Single by John Michael Montgomery

from the album John Michael Montgomery
- Released: February 26, 1996
- Genre: Country
- Length: 4:16
- Label: Atlantic
- Songwriter(s): Rick Bowles, Will Robinson
- Producer(s): Scott Hendricks

John Michael Montgomery singles chronology
| "Cowboy Love" (1995) | "Long as I Live" (1996) | "Ain't Got Nothin' on Us" (1996) |

= Long as I Live (John Michael Montgomery song) =

"Long as I Live" is a song written by Rick Bowles and Will Robinson, and recorded by American country music artist John Michael Montgomery. It was released in February 1996 as the fifth and final single from the album John Michael Montgomery.
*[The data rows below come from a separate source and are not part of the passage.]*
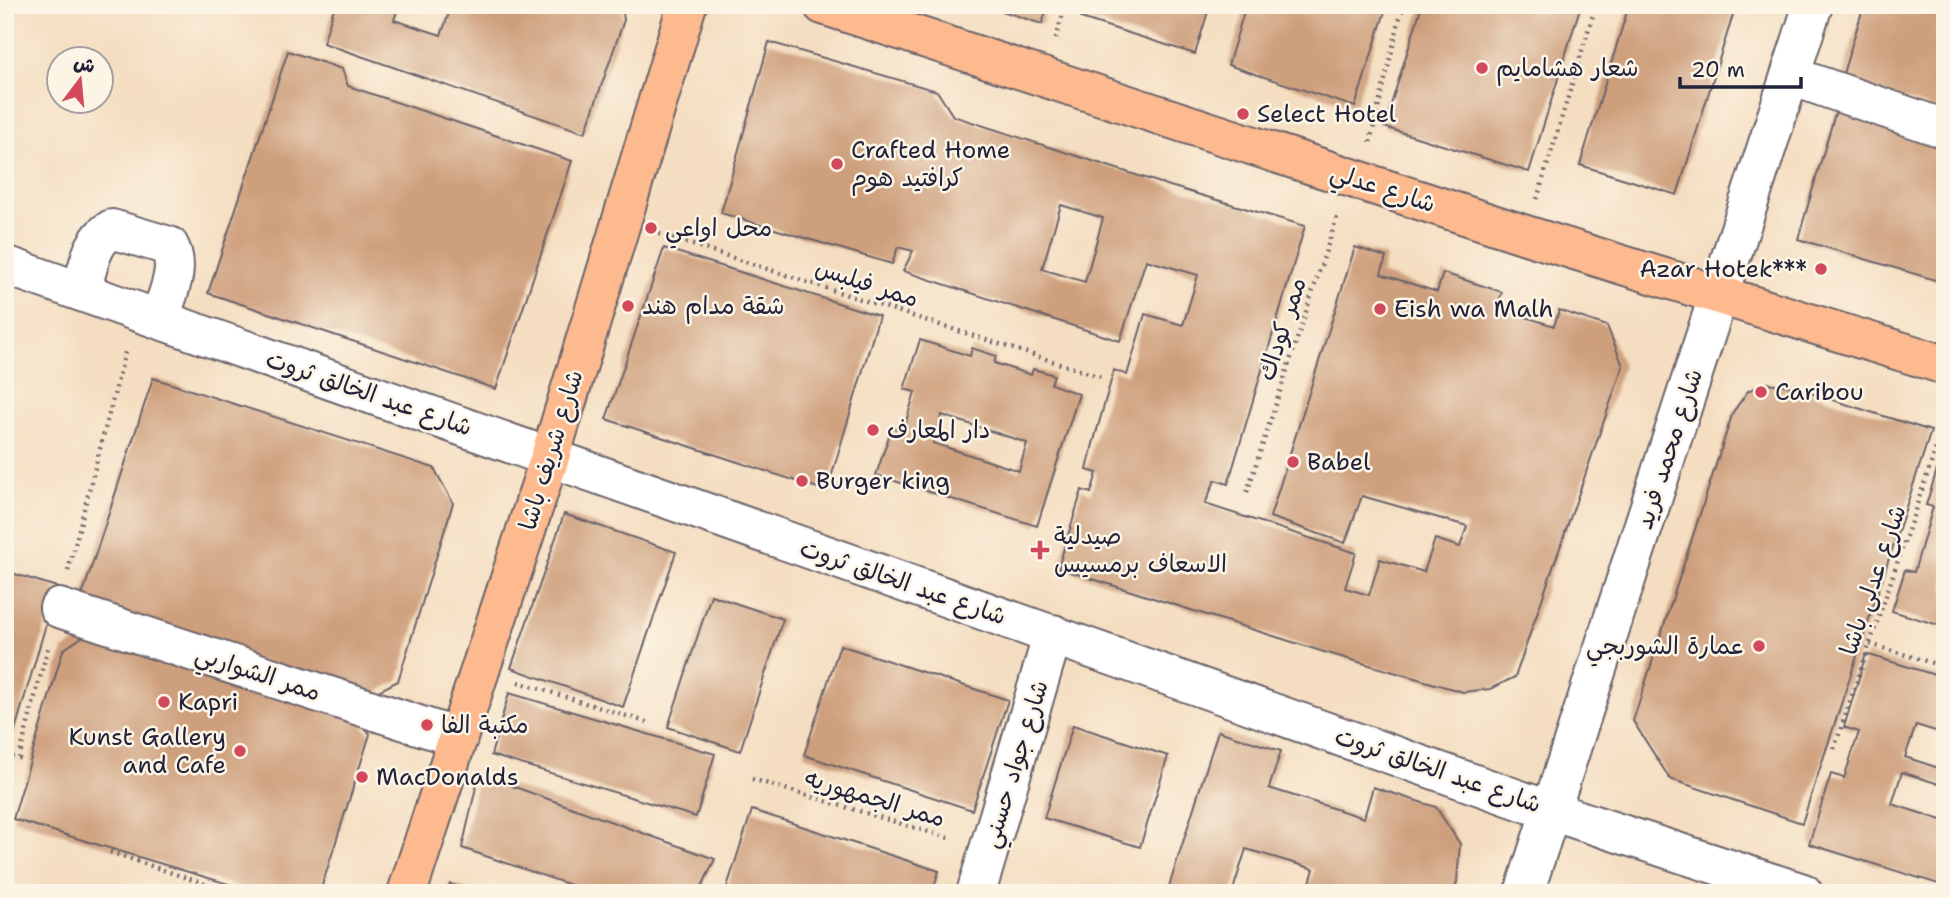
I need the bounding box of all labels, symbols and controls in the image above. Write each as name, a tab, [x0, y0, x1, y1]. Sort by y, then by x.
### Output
north arrow	[46, 46, 116, 116]
scale bar	[1680, 46, 1801, 90]
text: ش	[71, 49, 98, 79]
place label: شعار هشامايم	[1496, 52, 1639, 86]
text: 20 m	[1691, 56, 1745, 84]
marker: شعار هشامايم	[1474, 60, 1490, 76]
place label: Select Hotel	[1257, 98, 1397, 130]
marker: Select Hotel	[1235, 106, 1251, 122]
place label: Crafted Home كرافتيد هوم	[851, 134, 1010, 196]
marker: Crafted Home كرافتيد هوم	[829, 156, 845, 172]
street label: شارع عدلي	[1325, 156, 1440, 225]
place label: محل اواعي	[665, 212, 772, 249]
marker: محل اواعي	[643, 220, 659, 236]
street label: ممر فيلبس	[811, 251, 923, 315]
place label: Azar Hotek***	[1639, 253, 1807, 285]
marker: Azar Hotek***	[1813, 261, 1829, 277]
street label: ممر كوداك	[1250, 273, 1314, 385]
place label: شقة مدام هند	[642, 290, 785, 324]
place label: Eish wa Malh	[1394, 293, 1554, 325]
marker: شقة مدام هند	[620, 298, 636, 314]
marker: Eish wa Malh	[1372, 301, 1388, 317]
street label: شارع عبد الخالق ثروت	[261, 343, 476, 444]
street label: شارع محمد فريد	[1628, 365, 1711, 534]
street label: شارع شريف باشا	[511, 366, 592, 534]
place label: Caribou	[1775, 376, 1864, 408]
marker: Caribou	[1753, 384, 1769, 400]
place label: دار المعارف	[887, 414, 991, 446]
marker: دار المعارف	[865, 422, 881, 438]
place label: Babel	[1307, 446, 1371, 478]
marker: Babel	[1285, 454, 1301, 470]
place label: Burger king	[816, 465, 950, 497]
marker: Burger king	[794, 473, 810, 489]
street label: شارع عدلى باشا	[1832, 501, 1915, 660]
place label: صيدلية الاسعاف برمسيس	[1054, 520, 1227, 580]
street label: شارع عبد الخالق ثروت	[795, 532, 1010, 633]
marker: صيدلية الاسعاف برمسيس	[1032, 542, 1048, 558]
place label: عمارة الشوربجي	[1586, 630, 1745, 667]
street label: ممر الشواربي	[190, 638, 325, 713]
marker: عمارة الشوربجي	[1751, 638, 1767, 654]
street label: شارع جواد حسني	[974, 676, 1061, 853]
place label: Kapri	[178, 686, 238, 718]
marker: Kapri	[156, 694, 172, 710]
place label: مكتبة الفا	[441, 709, 529, 741]
marker: مكتبة الفا	[419, 717, 435, 733]
street label: شارع عبد الخالق ثروت	[1330, 720, 1545, 821]
place label: Kunst Gallery and Cafe	[69, 721, 226, 781]
marker: Kunst Gallery and Cafe	[232, 743, 248, 759]
place label: MacDonalds	[376, 761, 519, 793]
street label: ممر الجمهوريه	[801, 761, 949, 835]
marker: MacDonalds	[354, 769, 370, 785]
The song reached number 4 on the Billboard Hot Country Singles & Tracks chart.

==Critical reception==
Larry Flick, of Billboard magazine reviewed the song negatively saying that it sounds too much like territory he has covered before. He does state that Montgomery has "quite the flair for delivering positive love ballads."

==Chart performance==
"Long as I Live" debuted at number 57 on the U.S. Billboard Hot Country Singles & Tracks for the week of March 2, 1996.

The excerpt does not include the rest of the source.